AHF fordert die WHO auf: Kritische HIV-Technologie retten

In Globale Interessenvertretung, Global vorgestellt, Aktuelles von Brian Shepherd

AIDS-Gesundheitsstiftung (AHF) fordert die Weltgesundheitsorganisation (WHO) nachdrücklich auf, die Hersteller lebenswichtiger Point-of-Care (POC)-CD4-Geräte, darunter Abbott Laboratories und Becton Dickinson (BD), aufzufordern, die Produktion der HIV-Testgeräte und aller notwendigen Waren fortzusetzen die eine ordnungsgemäße Funktion gewährleisten.

„Die AHF-Landesteams arbeiten in 46 Ländern und sehen die Konsequenzen der Entscheidungen von Abbott und BD aus erster Hand, insbesondere in Afrika und Asien. POC-CD4-Geräte sowie die erforderlichen Reagenzienkartuschen, die 20-Minuten-Ergebnisse ermöglichen, sind rar, sofern es die Länder überhaupt über solche verfügen. Die Unternehmen haben auch aufgehört, Serviceeinsätze für vorhandene Geräte durchzuführen, Patienten im Stich zu lassen und das Gesundheitspersonal mit leeren Händen zurückzulassen“, sagte Dr. Adele Schwartz Benzaken, Senior Global Medical Director der AHF. „Wir fordern die WHO dringend auf, sich zu Wort zu melden und die Hersteller von CD4-Testgeräten aufzufordern, sofort mit der Produktion der Maschinen und Reagenzien zu beginnen und gleichzeitig die vorhandenen Geräte vor Ort zu unterstützen, da weltweit viele ausfallen.“

Eine frühere, nunmehr umgekehrte Präferenzverschiebung der WHO von CD4 hin zu Viruslasttests zur Beurteilung der Gesundheit von HIV-positiven Patienten veranlasste die Hersteller von CD4-Geräten, eine gefährliche Einstellung ihrer Produktion anzukündigen AHF warnte davor.

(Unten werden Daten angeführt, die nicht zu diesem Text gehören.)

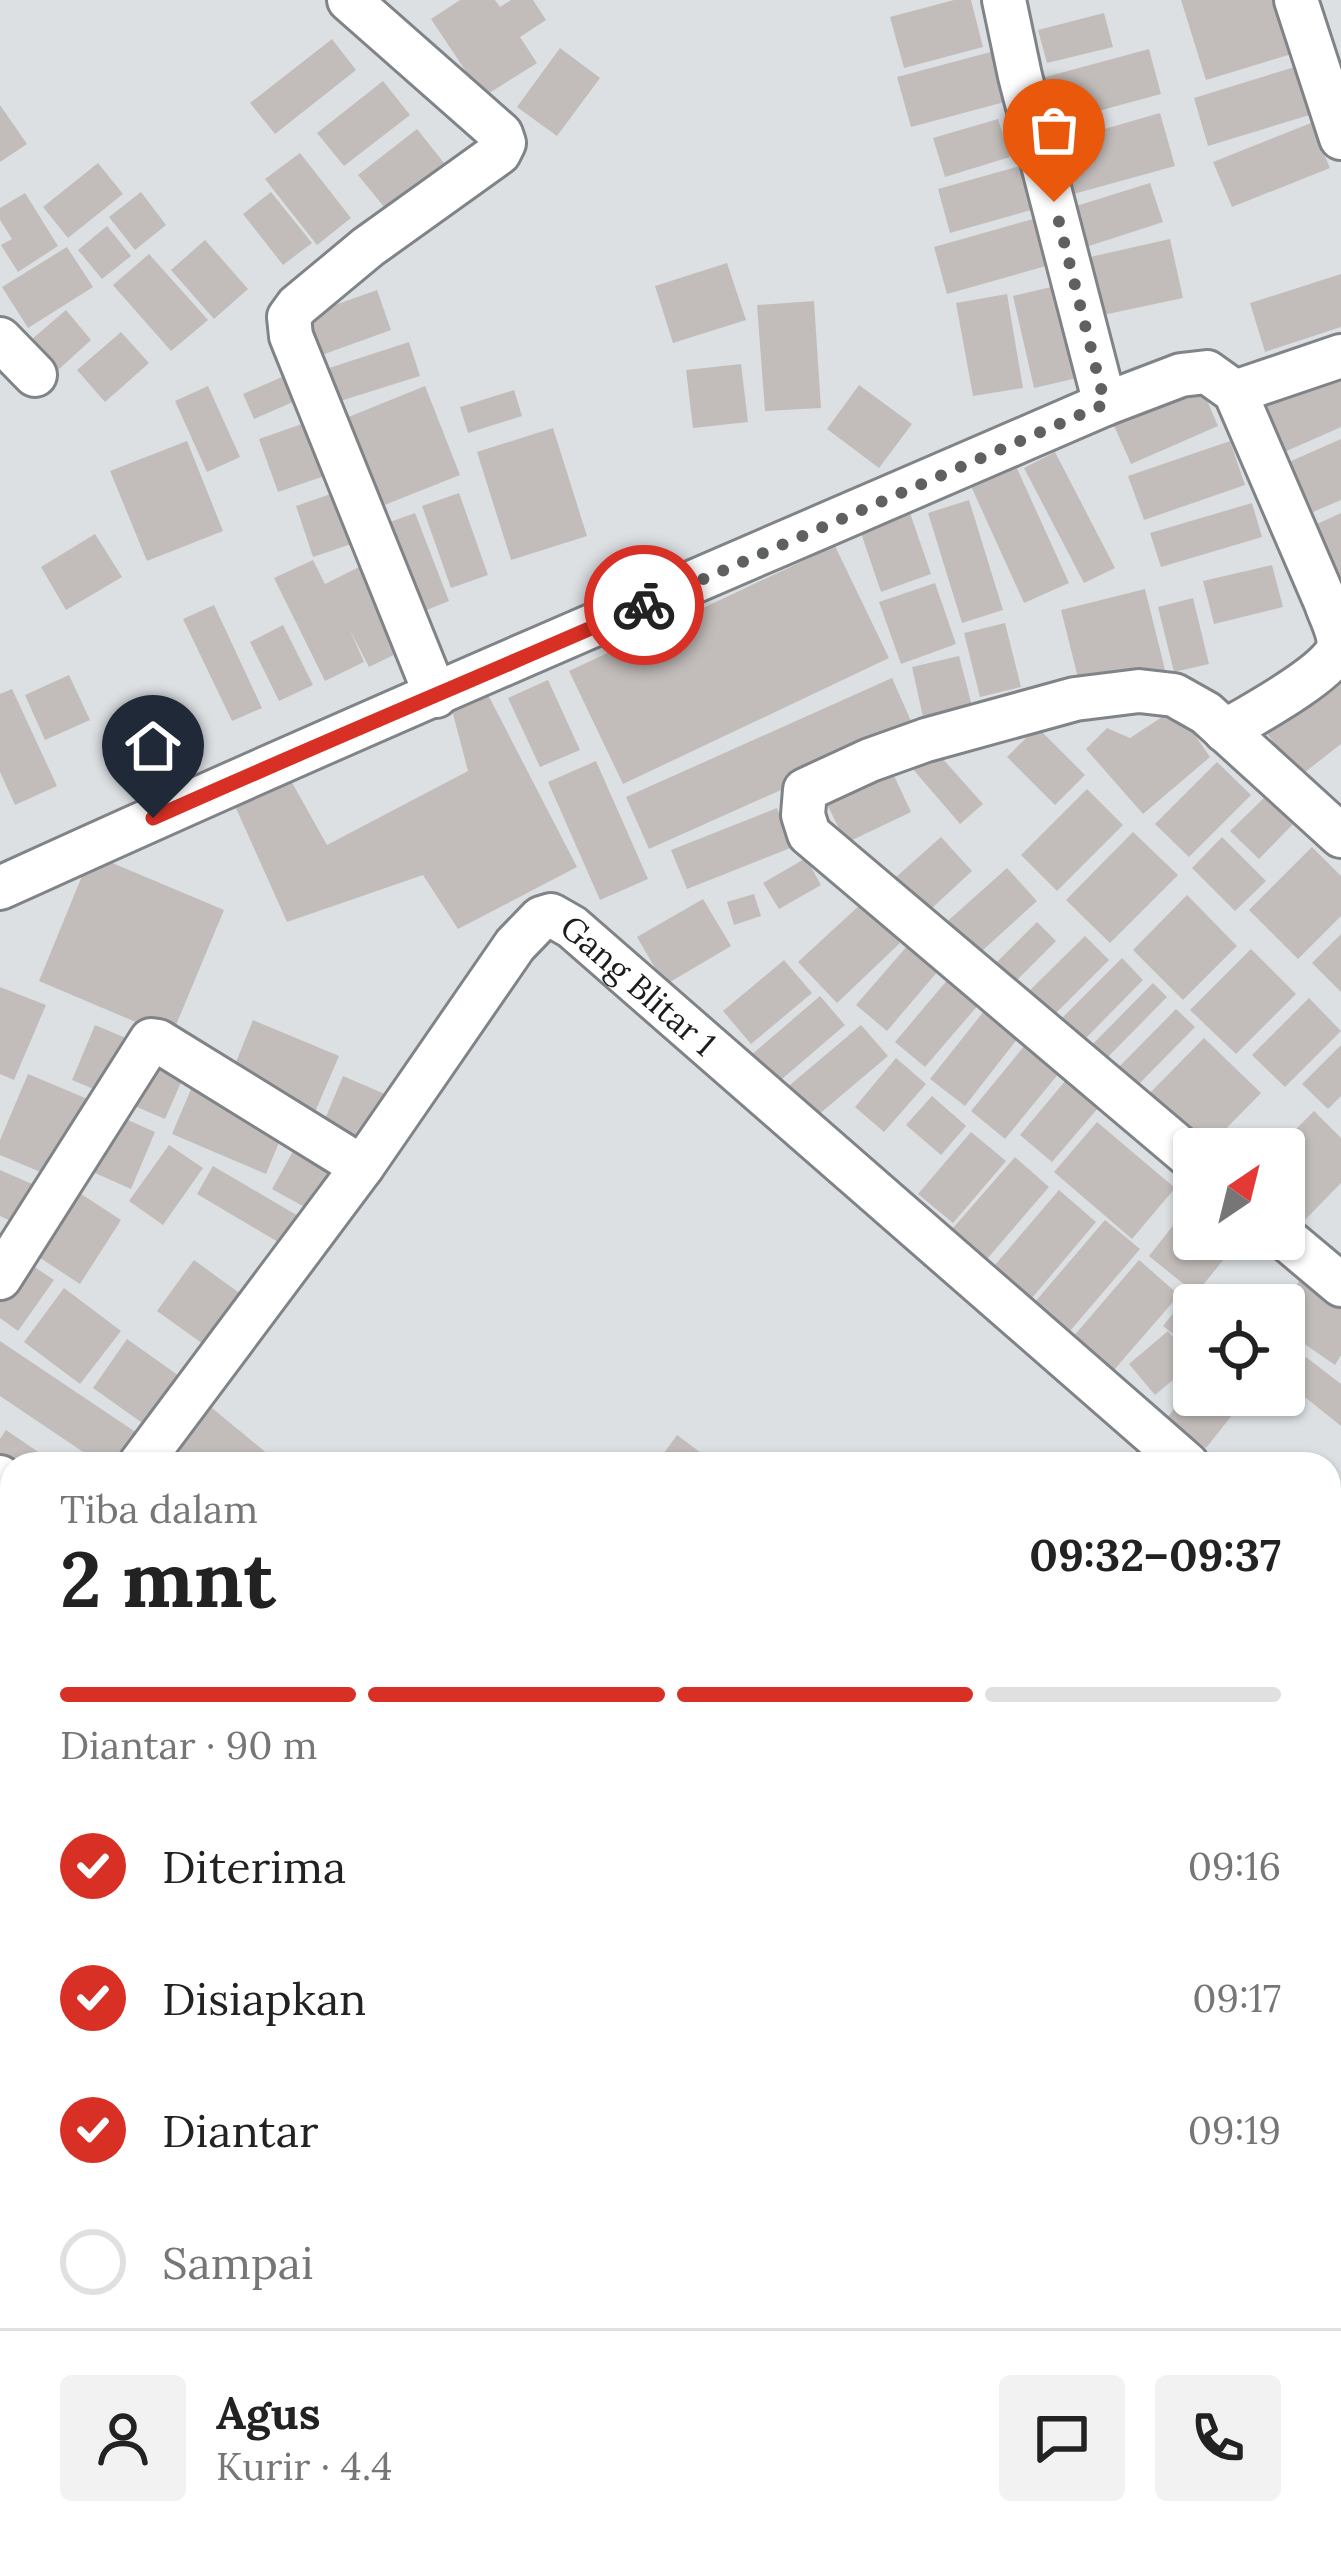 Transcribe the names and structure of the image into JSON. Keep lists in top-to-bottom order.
{
  "streets": {
    "street": ["Gang Blitar 1"]
  },
  "north": "top right",
  "page": {
    "heading": ["2 mnt", "Tiba dalam", "09:32–09:37"],
    "panel": ["Agus", "Kurir · 4.4"],
    "bar": "Diantar · 90 m",
    "list": [
      ["Diterima", "09:16"],
      ["Disiapkan", "09:17"],
      ["Diantar", "09:19"],
      "Sampai"
    ]
  }
}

CD4-Tests zeigen, wie HIV unser Immunsystem schädigt, da das Virus CD4-Zellen angreift und zerstört. Während die CD4-Zahl für die HIV-Diagnose nicht entscheidend ist, ist sie bei der Diagnose äußerst wichtig, da der Zustand des Patienten möglicherweise bereits zu AIDS fortgeschritten ist – und daher für die HIV-Kontinuität der Behandlung von entscheidender Bedeutung ist.